WHAT YOU ARE ASKED TO DO: Return, word for word, the line containing "5L8 12l10 7zM5" and every line after it through the last line of the records below.

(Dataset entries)
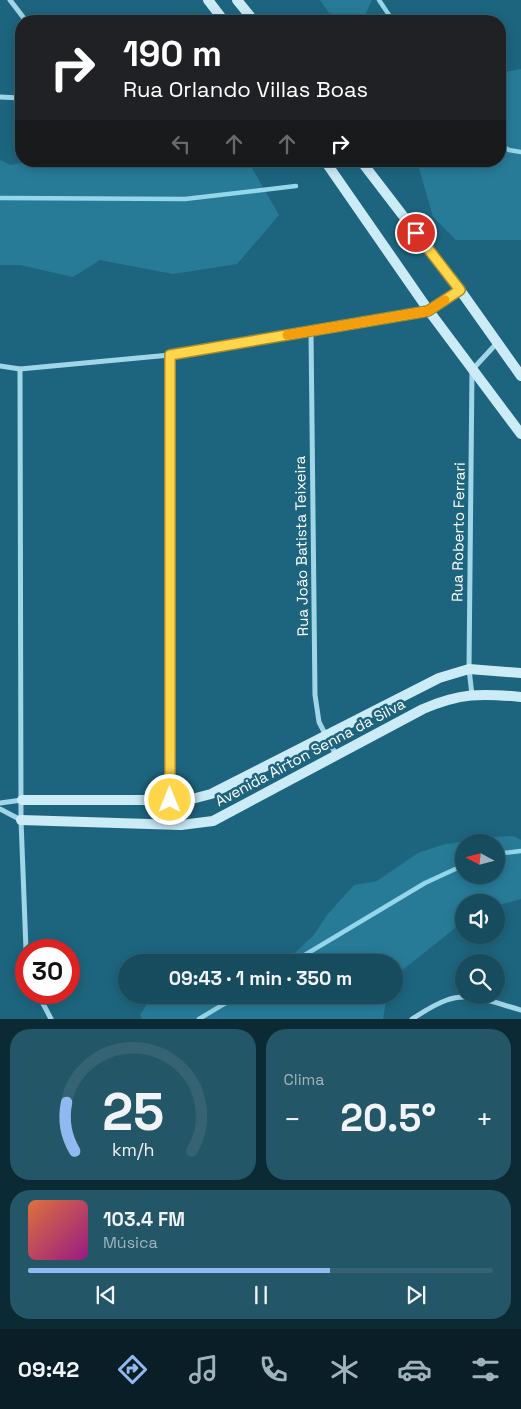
<!DOCTYPE html>
<html lang="pt">
<head>
<meta charset="utf-8">
<style>
  :root { --surface:#164c5e; --page:#235667; --text:#f1f3f6; --muted:#9eb4bc; --line:#356373; --accent:#90b9f0 }
  body { margin:0; font-family:"Space Grotesk",sans-serif; background:var(--page); color:var(--text); height:100vh; display:flex; flex-direction:column; font-size:19px; white-space:nowrap }
  * { box-sizing:border-box; margin:0 }
  p { font-size:16px; color:var(--muted) }
  .icon { flex:none; width:28px; height:28px; fill:none; stroke:currentColor; stroke-width:2; stroke-linecap:round; stroke-linejoin:round }
  .map { position:relative; height:1019px; overflow:hidden }
  .panel { display:flex; flex-direction:column; gap:10px; padding:10px; background:#0c2a34; flex:1 }
  .panel>* { flex:none }
  .hud { position:absolute; left:15px; top:15px; width:491px; height:152px; border-radius:20px; box-shadow:0 2px 12px #0003,0 0 0 1px var(--line); background:#202124; color:#fff; overflow:hidden }
  .needle { width:32px; rotate:277deg }
  .tools { position:absolute; left:455px; top:834px; display:grid; gap:10px }
  .tools a { display:grid; place-items:center; width:50px; height:50px; border-radius:50%; background:var(--surface); box-shadow:0 2px 12px #0003,0 0 0 1px var(--line); font-size:25px }
  .speed { position:absolute; left:15px; top:939px; display:flex; gap:10px; font-size:25px; font-weight:700; text-align:center }
  .speed>* { display:grid; place-content:center; width:65px; height:65px; border-radius:50%; background:var(--surface); box-shadow:0 2px 12px #0003,0 0 0 1px var(--line); line-height:1 }
  .speed .limit { border:8px solid #d22; background:#fff; color:#111 }
  .pin { position:absolute; display:grid; place-items:center; width:42px; height:42px; color:#fff; margin:-21px; border:2px solid #fff; border-radius:50%; box-shadow:0 1px 5px #0007 }
  .me { position:absolute; width:55px; margin:-28px; rotate:0deg; stroke-linejoin:round; filter:drop-shadow(0 0 4px #0008) }
  .turn { display:flex; align-items:center; gap:18px; height:105px; padding:0 25px; font-size:22px }
  .turn .icon { width:65px; height:65px; stroke-width:2.5 }
  .turn b { display:block; font-size:35px; line-height:42px }
  .lanes { display:flex; align-items:center; height:48px; padding:0 25px; background:#0003; justify-content:center; gap:25px; direction:ltr }
  .lanes .off { opacity:.35 }
  .big { font-size:38px; font-weight:700; line-height:1.1 }
  .panel .widget { flex:1; display:flex; flex-direction:column; justify-content:center; gap:8px; min-width:0; padding:0 18px; border-radius:20px; background:var(--page) }
  .panel .dial { align-items:center; gap:0 }
  .dial svg { height:130px; overflow:visible; fill:none; stroke:var(--line); stroke-width:7; stroke-linecap:round; text-anchor:middle }
  .dial text { fill:var(--text); stroke:none }
  .song { display:flex; align-items:center; gap:15px }
  .cover { width:60px; height:60px; border-radius:8px; background:linear-gradient(135deg,hsl(20 70% 55%),hsl(310 70% 35%)) }
  .played { height:5px; border-radius:2px; background:linear-gradient(90deg,var(--accent) 65%,var(--line) 65%) }
  .keys { display:flex; justify-content:space-around; direction:ltr }
  .heat { display:flex; justify-content:space-between; align-items:center; font-size:28px; direction:ltr }
  .panel .tiles { flex:1; display:grid; gap:10px; grid-template-columns:1fr 1fr }
  .widget:last-child { grid-column:span 2 }
  .trip { position:absolute; left:118px; top:954px; width:285px; height:50px; border-radius:25px; background:var(--surface); box-shadow:0 2px 12px #0003,0 0 0 1px var(--line); font-weight:700; line-height:50px; text-align:center }
  .menu { display:flex; height:80px; justify-content:space-around; align-items:center; background:#091e26; color:var(--muted) }
  .menu .icon { width:35px; height:35px }
  .menu .selected { color:var(--accent) }
  .menu b { font-size:22px; color:var(--text) }
  .map>svg:first-child { display:block }
</style>
</head>
<body>
<div class="map">
<svg width="521" height="1019" viewBox="0 0 521 1019">
  <rect width="100%" height="100%" fill="#1d657e"/>
  <g fill="#277b97" fill-rule="evenodd">
    <path d="M 320,0 L 372,0 L 363,20 L 329,13 Z"/>
    <path d="M 521,69 L 521,240 L 456,240 L 433,217 L 417,161 L 500,161 L 500,73 Z"/>
    <path d="M 0,160 L 10,165 L 33,161 L 248,161 L 279,215 L 237,264 L 173,274 L 100,260 L 73,277 L 20,265 L 0,265 Z"/>
    <path d="M 514,836 L 521,840 L 521,899 L 496,906 L 496,902 L 464,902 L 464,921 L 400,972 L 394,982 L 394,962 L 285,962 L 313,936 L 327,915 L 354,885 L 377,881 L 418,853 L 442,845 L 488,837 ZM 464,842 L 496,842 L 496,875 L 464,875 Z"/>
    <path d="M 156,995 L 387,995 L 383,1019 L 142,1019 L 140,1015 L 151,998 Z"/>
  </g>
  <g fill="none" stroke-linecap="round" stroke-linejoin="round">
    <g stroke="#94d6ea" stroke-width="4.5">
      <path d="M 379,0 L 393,21"/>
      <path d="M 500,145 L 509,150 L 521,152"/>
      <path d="M 0,198 L 185,199 L 296,186"/>
      <path d="M 496,854 L 521,851"/>
      <path d="M 293,962 L 425,883 L 464,865"/>
      <path d="M 199,1019 L 239,995"/>
    </g>
    <g stroke="#a1d6e8" stroke-width="5">
      <path d="M 10,0 L 26,21"/>
      <path d="M 0,97 L 21,98"/>
      <path d="M 311,331 L 315,695 L 319,722 L 336,755"/>
      <path d="M 0,366 L 20,369 L 170,355 L 429,311 L 460,290"/>
      <path d="M 20,369 L 21,820 L 26,950"/>
      <path d="M 472,695 L 469,669 L 472,370 L 497,343"/>
      <path d="M 0,803 L 22,800"/>
      <path d="M 0,809 L 21,820"/>
      <path d="M 170,824 L 170,355"/>
      <path d="M 37,992 L 51,1019"/>
      <path d="M 412,1019 C 423,1012 435,1004 447,1000 C 470,991 498,1004 521,1010"/>
    </g>
    <g stroke="#cbebf6" stroke-width="10">
      <path d="M 208,0 L 224,21"/>
      <path d="M 237,0 L 254,21"/>
      <path d="M 325,161 L 429,311 L 521,434"/>
      <path d="M 361,161 L 460,290 L 521,376"/>
      <path d="M 22,800 L 188,800 L 211,794 L 439,678 L 469,669 L 521,673"/>
      <path d="M 21,820 L 181,825 L 213,821 L 423,709 C 460,693 481,693 521,697"/>
    </g>
  </g>
  <g fill="none" stroke-linecap="round" stroke-linejoin="round">
    <defs>
      <path id="route" d="M 170,800 L 170,355 L 428,311 L 460,290 L 416,233"/>
    </defs>
    <use href="#route" stroke="#a68a30" stroke-width="12"/>
    <use href="#route" stroke="#ffd54a" stroke-width="9"/>
    <path stroke="#f59e0b" stroke-width="9" d="M 287,335 L 428,311 L 445,300"/>
  </g>
  <g text-anchor="middle" dominant-baseline="central" stroke-width="5" stroke-linejoin="round" paint-order="stroke">
    <g font-size="15" fill="#fff" stroke="#1d657e">
      <text transform="translate(458 532) rotate(-89)">Rua Roberto Ferrari</text>
      <text transform="translate(301 546) rotate(-91)">Rua João Batista Teixeira</text>
      <text transform="translate(310 752) rotate(-28)">Avenida Airton Senna da Silva</text>
    </g>
  </g>
</svg>
<div class="tools">
<a><svg class="needle" viewBox="-14 -14 28 28"><path d="M0-13l5 13h-10z" fill="#e53935"/><path d="M0 13l5-13h-10z" fill="#9eb4bc"/></svg></a>
<a><svg class="icon" aria-label="sound" viewBox="0 0 24 24"><path d="M4 9h4l5-4v14l-5-4H4zM17 9q2 3 0 6"/></svg></a>
<a><svg class="icon" aria-label="search" viewBox="0 0 24 24"><circle cx="10" cy="10" r="6"/><path d="M15 15l6 6"/></svg></a>
</div>
<div class="speed"><div class="limit">30</div></div>
<div class="pin" style="left:416px;top:233px;background:#d93025"><svg class="icon" aria-label="arrive" viewBox="0 0 24 24"><path d="M6 21V4h12l-3 4 3 4H6"/></svg></div>
<svg class="me" style="left:170px;top:800px" viewBox="-20 -20 40 40"><circle r="17" fill="#ffd54a" stroke="#fff" stroke-width="3"/><path d="M0-11L8 9 0 5-8 9z" fill="#fff"/></svg>
<div class="trip">09:43 · 1 min · 350 m</div>
<div class="hud">
<div class="turn"><svg class="icon" aria-label="right" viewBox="0 0 24 24"><path d="M7 20v-9h11M14 6l5 5-5 5"/></svg><div><b>190 m</b>Rua Orlando Villas Boas</div></div>
<div class="lanes"><svg class="icon off" aria-label="left" viewBox="0 0 24 24"><path d="M17 20v-9H6M10 6l-5 5 5 5"/></svg><svg class="icon off" aria-label="ahead" viewBox="0 0 24 24"><path d="M12 20V5M6 11l6-6 6 6"/></svg><svg class="icon off" aria-label="ahead" viewBox="0 0 24 24"><path d="M12 20V5M6 11l6-6 6 6"/></svg><svg class="icon" aria-label="right" viewBox="0 0 24 24"><path d="M7 20v-9h11M14 6l5 5-5 5"/></svg></div>
</div>
</div>
<section class="panel">
<div class="tiles">
<div class="widget dial"><svg viewBox="0 0 100 80">
<path d="M14 69A42 42 0 1 1 86 69"/>
<path d="M14 69A42 42 0 0 1 9 39" stroke="#90b9f0"/>
<text x="50" y="56" font-size="32" font-weight="700">25</text>
<text x="50" y="72" font-size="11">km/h</text>
</svg></div>
<div class="widget"><p>Clima</p>
<div class="heat"><a>−</a><b class="big">20.5°</b><a>+</a></div>
</div>
<div class="widget">
<div class="song"><i class="cover"></i><div><b>103.4 FM</b><p>Música</p></div></div>
<div class="played"></div>
<div class="keys"><svg class="icon" aria-label="previous" viewBox="0 0 24 24"><path d="M18 5L8 12l10 7zM5 5v14"/></svg><svg class="icon" aria-label="pause" viewBox="0 0 24 24"><path d="M8 5v14M16 5v14"/></svg><svg class="icon" aria-label="next" viewBox="0 0 24 24"><path d="M6 5l10 7-10 7zM19 5v14"/></svg></div>
</div>
</div>
</section>
<nav class="menu">
<b>09:42</b>
<svg class="icon selected" aria-label="directions" viewBox="0 0 24 24"><path d="M12 3l9 9-9 9-9-9zM9 14v-3h6M13 9l2 2-2 2"/></svg>
<svg class="icon" aria-label="music" viewBox="0 0 24 24"><path d="M9 18V5l10-2v13"/><circle cx="6" cy="18" r="3"/><circle cx="16" cy="16" r="3"/></svg>
<svg class="icon" aria-label="phone" viewBox="0 0 24 24"><path d="M5 4h4l2 5-3 2q2 4 5 5l2-3 5 2v4C11 20 4 13 5 4z"/></svg>
<svg class="icon" aria-label="climate" viewBox="0 0 24 24"><path d="M12 3v18M4 7l16 10M4 17L20 7"/></svg>
<svg class="icon" aria-label="car" viewBox="0 0 24 24"><path d="M5 17H2v-5l4-1 3-4h7l3 4 3 1v5h-3M9 17h6M6 11h13"/><circle cx="7" cy="17" r="2"/><circle cx="17" cy="17" r="2"/></svg>
<svg class="icon" aria-label="filters" viewBox="0 0 24 24"><path d="M4 7h16M4 17h16"/><circle cx="9" cy="7" r="2"/><circle cx="15" cy="17" r="2"/></svg>
</nav>
</body>
</html>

ANSWER:
<div class="keys"><svg class="icon" aria-label="previous" viewBox="0 0 24 24"><path d="M18 5L8 12l10 7zM5 5v14"/></svg><svg class="icon" aria-label="pause" viewBox="0 0 24 24"><path d="M8 5v14M16 5v14"/></svg><svg class="icon" aria-label="next" viewBox="0 0 24 24"><path d="M6 5l10 7-10 7zM19 5v14"/></svg></div>
</div>
</div>
</section>
<nav class="menu">
<b>09:42</b>
<svg class="icon selected" aria-label="directions" viewBox="0 0 24 24"><path d="M12 3l9 9-9 9-9-9zM9 14v-3h6M13 9l2 2-2 2"/></svg>
<svg class="icon" aria-label="music" viewBox="0 0 24 24"><path d="M9 18V5l10-2v13"/><circle cx="6" cy="18" r="3"/><circle cx="16" cy="16" r="3"/></svg>
<svg class="icon" aria-label="phone" viewBox="0 0 24 24"><path d="M5 4h4l2 5-3 2q2 4 5 5l2-3 5 2v4C11 20 4 13 5 4z"/></svg>
<svg class="icon" aria-label="climate" viewBox="0 0 24 24"><path d="M12 3v18M4 7l16 10M4 17L20 7"/></svg>
<svg class="icon" aria-label="car" viewBox="0 0 24 24"><path d="M5 17H2v-5l4-1 3-4h7l3 4 3 1v5h-3M9 17h6M6 11h13"/><circle cx="7" cy="17" r="2"/><circle cx="17" cy="17" r="2"/></svg>
<svg class="icon" aria-label="filters" viewBox="0 0 24 24"><path d="M4 7h16M4 17h16"/><circle cx="9" cy="7" r="2"/><circle cx="15" cy="17" r="2"/></svg>
</nav>
</body>
</html>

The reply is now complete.